- _WHAT TO DO_: Pull out each line of the records holding the string "stream".

═══ RECORDS SUPPLIED

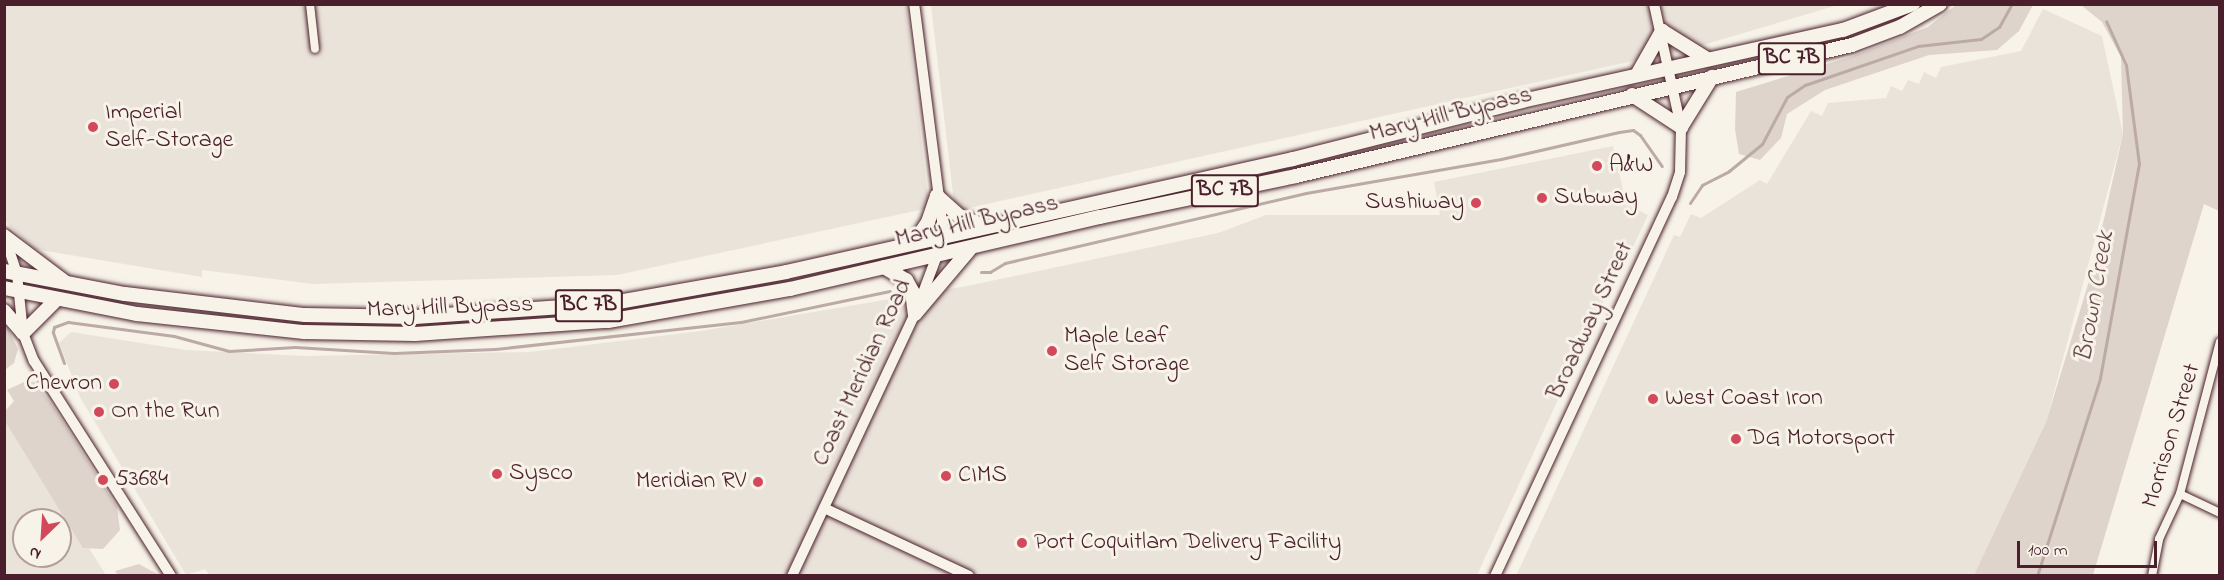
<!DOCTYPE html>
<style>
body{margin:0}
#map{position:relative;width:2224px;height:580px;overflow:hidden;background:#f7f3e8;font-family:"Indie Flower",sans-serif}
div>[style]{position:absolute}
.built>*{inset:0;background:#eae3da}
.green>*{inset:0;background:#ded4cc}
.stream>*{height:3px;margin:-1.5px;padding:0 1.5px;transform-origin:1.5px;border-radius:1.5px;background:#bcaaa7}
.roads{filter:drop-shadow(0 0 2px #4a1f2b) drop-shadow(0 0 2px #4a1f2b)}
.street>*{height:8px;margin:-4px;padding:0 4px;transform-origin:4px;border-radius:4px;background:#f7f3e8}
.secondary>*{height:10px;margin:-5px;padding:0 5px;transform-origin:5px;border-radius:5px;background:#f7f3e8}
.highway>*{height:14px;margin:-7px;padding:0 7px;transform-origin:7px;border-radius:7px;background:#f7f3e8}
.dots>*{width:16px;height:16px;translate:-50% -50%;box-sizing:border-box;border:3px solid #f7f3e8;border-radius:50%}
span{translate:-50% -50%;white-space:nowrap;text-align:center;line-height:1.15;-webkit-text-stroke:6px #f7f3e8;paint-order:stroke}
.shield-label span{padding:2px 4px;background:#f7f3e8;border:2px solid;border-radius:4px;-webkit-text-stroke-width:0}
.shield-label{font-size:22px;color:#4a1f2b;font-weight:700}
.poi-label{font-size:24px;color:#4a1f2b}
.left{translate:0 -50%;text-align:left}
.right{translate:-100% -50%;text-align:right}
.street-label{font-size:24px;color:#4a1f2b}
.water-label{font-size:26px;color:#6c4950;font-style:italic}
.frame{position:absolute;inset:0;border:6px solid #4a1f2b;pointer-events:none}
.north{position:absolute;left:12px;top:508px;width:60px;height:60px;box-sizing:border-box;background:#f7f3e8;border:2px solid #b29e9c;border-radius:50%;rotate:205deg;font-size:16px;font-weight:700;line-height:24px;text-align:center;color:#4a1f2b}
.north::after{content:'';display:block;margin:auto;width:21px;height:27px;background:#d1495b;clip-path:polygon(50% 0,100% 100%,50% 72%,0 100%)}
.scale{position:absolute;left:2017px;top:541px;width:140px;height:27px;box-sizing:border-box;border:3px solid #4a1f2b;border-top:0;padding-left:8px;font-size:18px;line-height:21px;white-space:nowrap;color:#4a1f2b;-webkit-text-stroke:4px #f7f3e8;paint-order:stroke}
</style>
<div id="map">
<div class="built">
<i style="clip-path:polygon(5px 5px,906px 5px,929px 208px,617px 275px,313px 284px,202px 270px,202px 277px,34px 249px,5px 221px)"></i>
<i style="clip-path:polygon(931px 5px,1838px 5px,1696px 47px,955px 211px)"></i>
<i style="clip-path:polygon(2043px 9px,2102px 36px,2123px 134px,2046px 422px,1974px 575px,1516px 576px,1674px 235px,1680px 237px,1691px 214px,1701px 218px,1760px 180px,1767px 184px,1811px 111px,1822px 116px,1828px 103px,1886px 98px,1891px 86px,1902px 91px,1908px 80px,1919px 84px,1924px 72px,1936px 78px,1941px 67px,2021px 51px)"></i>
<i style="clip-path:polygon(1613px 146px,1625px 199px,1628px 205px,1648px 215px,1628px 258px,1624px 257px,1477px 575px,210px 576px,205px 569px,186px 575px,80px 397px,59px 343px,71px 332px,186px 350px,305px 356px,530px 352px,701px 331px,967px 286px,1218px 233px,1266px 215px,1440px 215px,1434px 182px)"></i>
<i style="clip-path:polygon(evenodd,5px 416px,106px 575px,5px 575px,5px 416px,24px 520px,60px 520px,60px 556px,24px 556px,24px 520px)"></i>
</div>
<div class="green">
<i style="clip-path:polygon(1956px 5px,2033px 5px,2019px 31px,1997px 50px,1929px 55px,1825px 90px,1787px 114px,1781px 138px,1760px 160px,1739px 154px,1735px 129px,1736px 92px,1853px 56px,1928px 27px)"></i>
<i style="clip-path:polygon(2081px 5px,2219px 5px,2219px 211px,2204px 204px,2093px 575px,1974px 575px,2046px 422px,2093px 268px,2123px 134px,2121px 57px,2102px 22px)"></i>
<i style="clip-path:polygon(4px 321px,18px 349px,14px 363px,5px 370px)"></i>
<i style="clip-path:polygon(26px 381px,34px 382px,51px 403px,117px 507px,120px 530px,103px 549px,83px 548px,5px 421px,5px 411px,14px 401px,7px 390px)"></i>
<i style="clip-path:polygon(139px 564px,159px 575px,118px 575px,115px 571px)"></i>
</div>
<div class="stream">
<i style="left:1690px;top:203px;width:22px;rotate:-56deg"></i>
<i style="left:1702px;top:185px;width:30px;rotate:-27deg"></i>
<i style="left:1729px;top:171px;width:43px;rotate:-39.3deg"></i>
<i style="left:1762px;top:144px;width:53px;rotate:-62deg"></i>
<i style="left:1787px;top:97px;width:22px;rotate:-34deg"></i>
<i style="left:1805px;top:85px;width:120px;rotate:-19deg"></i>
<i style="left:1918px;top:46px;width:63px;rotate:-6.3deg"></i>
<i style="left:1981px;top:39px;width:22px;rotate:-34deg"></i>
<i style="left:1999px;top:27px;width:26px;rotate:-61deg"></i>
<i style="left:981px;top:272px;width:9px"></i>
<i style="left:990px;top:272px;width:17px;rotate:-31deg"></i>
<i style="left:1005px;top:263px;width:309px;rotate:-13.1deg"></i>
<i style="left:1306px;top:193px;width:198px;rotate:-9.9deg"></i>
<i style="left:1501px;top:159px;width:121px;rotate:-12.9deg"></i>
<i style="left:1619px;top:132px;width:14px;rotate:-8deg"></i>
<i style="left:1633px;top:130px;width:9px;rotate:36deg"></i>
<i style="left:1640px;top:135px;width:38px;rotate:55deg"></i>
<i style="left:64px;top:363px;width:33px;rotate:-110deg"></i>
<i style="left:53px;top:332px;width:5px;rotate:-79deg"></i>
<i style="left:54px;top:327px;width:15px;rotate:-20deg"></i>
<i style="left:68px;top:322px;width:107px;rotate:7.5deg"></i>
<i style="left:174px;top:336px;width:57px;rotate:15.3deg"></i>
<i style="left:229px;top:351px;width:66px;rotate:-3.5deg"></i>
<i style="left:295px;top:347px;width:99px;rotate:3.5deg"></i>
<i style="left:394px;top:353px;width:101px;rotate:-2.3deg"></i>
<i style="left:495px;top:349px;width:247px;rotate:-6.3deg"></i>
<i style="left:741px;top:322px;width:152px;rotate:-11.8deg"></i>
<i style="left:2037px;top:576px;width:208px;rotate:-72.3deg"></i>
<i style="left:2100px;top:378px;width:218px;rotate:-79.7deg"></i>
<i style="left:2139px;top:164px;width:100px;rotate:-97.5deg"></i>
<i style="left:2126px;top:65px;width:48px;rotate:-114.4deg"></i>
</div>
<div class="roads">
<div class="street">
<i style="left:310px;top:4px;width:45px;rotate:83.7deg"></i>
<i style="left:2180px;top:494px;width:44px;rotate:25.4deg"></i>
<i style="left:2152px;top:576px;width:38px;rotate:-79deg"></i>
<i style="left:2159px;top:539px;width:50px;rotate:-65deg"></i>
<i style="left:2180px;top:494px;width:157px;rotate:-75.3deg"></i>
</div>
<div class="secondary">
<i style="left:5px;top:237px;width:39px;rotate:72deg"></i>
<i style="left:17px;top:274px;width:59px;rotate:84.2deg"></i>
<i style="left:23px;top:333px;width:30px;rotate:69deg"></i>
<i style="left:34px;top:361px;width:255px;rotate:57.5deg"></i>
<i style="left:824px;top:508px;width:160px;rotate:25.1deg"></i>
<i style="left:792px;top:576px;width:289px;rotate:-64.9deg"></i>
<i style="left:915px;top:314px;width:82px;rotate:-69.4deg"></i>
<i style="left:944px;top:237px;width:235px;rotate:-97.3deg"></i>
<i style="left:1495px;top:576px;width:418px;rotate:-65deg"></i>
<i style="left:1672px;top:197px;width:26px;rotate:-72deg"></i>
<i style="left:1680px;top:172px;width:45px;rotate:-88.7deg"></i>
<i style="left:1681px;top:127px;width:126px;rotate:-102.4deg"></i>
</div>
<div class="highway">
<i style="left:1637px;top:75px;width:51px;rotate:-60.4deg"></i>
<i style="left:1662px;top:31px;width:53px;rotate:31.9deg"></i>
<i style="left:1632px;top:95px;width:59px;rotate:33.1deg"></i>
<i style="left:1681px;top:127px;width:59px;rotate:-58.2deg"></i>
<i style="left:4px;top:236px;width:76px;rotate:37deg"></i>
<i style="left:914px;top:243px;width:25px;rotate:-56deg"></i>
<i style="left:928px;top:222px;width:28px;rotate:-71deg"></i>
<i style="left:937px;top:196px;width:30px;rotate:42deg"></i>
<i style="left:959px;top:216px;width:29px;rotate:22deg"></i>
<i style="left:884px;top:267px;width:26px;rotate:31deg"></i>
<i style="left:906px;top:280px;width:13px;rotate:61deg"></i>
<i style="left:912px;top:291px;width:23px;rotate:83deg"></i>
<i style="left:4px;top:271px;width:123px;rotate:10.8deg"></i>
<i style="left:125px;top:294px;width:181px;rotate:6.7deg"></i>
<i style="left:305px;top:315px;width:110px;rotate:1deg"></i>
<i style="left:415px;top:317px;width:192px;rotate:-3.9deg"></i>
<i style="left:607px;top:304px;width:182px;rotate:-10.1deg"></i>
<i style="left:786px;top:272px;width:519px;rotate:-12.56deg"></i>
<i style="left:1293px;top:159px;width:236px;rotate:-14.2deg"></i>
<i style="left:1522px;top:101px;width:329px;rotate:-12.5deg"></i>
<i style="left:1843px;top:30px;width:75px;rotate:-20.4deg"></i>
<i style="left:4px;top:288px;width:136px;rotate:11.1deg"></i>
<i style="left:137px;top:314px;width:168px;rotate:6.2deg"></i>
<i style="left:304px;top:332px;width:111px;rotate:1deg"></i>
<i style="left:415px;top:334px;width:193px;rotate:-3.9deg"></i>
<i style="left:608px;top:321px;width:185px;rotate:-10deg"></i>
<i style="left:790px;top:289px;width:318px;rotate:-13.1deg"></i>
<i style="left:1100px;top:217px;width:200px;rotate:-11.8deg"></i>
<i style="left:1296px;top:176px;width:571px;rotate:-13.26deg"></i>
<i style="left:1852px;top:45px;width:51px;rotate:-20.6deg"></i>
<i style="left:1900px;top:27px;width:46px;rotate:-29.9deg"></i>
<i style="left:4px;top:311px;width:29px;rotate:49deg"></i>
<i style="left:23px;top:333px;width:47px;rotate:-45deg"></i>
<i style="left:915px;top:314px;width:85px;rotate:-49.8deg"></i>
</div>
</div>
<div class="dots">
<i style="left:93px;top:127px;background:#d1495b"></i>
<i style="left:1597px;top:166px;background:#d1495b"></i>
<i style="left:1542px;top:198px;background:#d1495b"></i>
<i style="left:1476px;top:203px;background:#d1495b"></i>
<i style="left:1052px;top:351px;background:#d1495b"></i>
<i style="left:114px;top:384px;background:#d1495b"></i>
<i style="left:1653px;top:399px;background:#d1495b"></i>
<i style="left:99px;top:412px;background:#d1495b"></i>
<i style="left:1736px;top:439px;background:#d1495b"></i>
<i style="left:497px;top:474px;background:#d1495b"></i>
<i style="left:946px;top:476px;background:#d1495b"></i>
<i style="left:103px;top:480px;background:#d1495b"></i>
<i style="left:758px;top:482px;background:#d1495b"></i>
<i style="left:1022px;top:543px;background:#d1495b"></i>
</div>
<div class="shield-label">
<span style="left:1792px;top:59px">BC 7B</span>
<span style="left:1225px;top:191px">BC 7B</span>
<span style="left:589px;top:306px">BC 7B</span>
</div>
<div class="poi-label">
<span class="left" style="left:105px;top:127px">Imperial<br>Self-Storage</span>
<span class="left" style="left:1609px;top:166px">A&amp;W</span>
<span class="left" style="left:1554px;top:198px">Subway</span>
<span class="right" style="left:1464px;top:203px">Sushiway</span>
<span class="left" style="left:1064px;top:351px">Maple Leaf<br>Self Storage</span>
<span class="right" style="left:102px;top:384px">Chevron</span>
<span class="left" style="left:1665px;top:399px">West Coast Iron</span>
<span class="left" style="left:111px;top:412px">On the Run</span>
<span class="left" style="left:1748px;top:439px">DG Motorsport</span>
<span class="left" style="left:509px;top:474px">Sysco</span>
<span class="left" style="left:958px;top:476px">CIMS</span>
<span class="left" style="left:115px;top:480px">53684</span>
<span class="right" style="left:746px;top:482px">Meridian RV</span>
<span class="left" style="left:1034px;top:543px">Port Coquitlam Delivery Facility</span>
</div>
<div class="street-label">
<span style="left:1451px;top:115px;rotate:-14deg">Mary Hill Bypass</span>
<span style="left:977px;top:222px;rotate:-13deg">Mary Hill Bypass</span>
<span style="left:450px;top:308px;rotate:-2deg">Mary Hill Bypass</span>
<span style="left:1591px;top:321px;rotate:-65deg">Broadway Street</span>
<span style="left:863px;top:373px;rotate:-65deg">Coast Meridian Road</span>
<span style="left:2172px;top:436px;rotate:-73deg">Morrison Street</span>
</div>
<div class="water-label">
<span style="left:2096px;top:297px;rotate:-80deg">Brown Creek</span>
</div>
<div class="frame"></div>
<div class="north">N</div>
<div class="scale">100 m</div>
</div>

══════

- _SOLUTION FOR THIS EXERCISE_:
.stream>*{height:3px;margin:-1.5px;padding:0 1.5px;transform-origin:1.5px;border-radius:1.5px;background:#bcaaa7}
<div class="stream">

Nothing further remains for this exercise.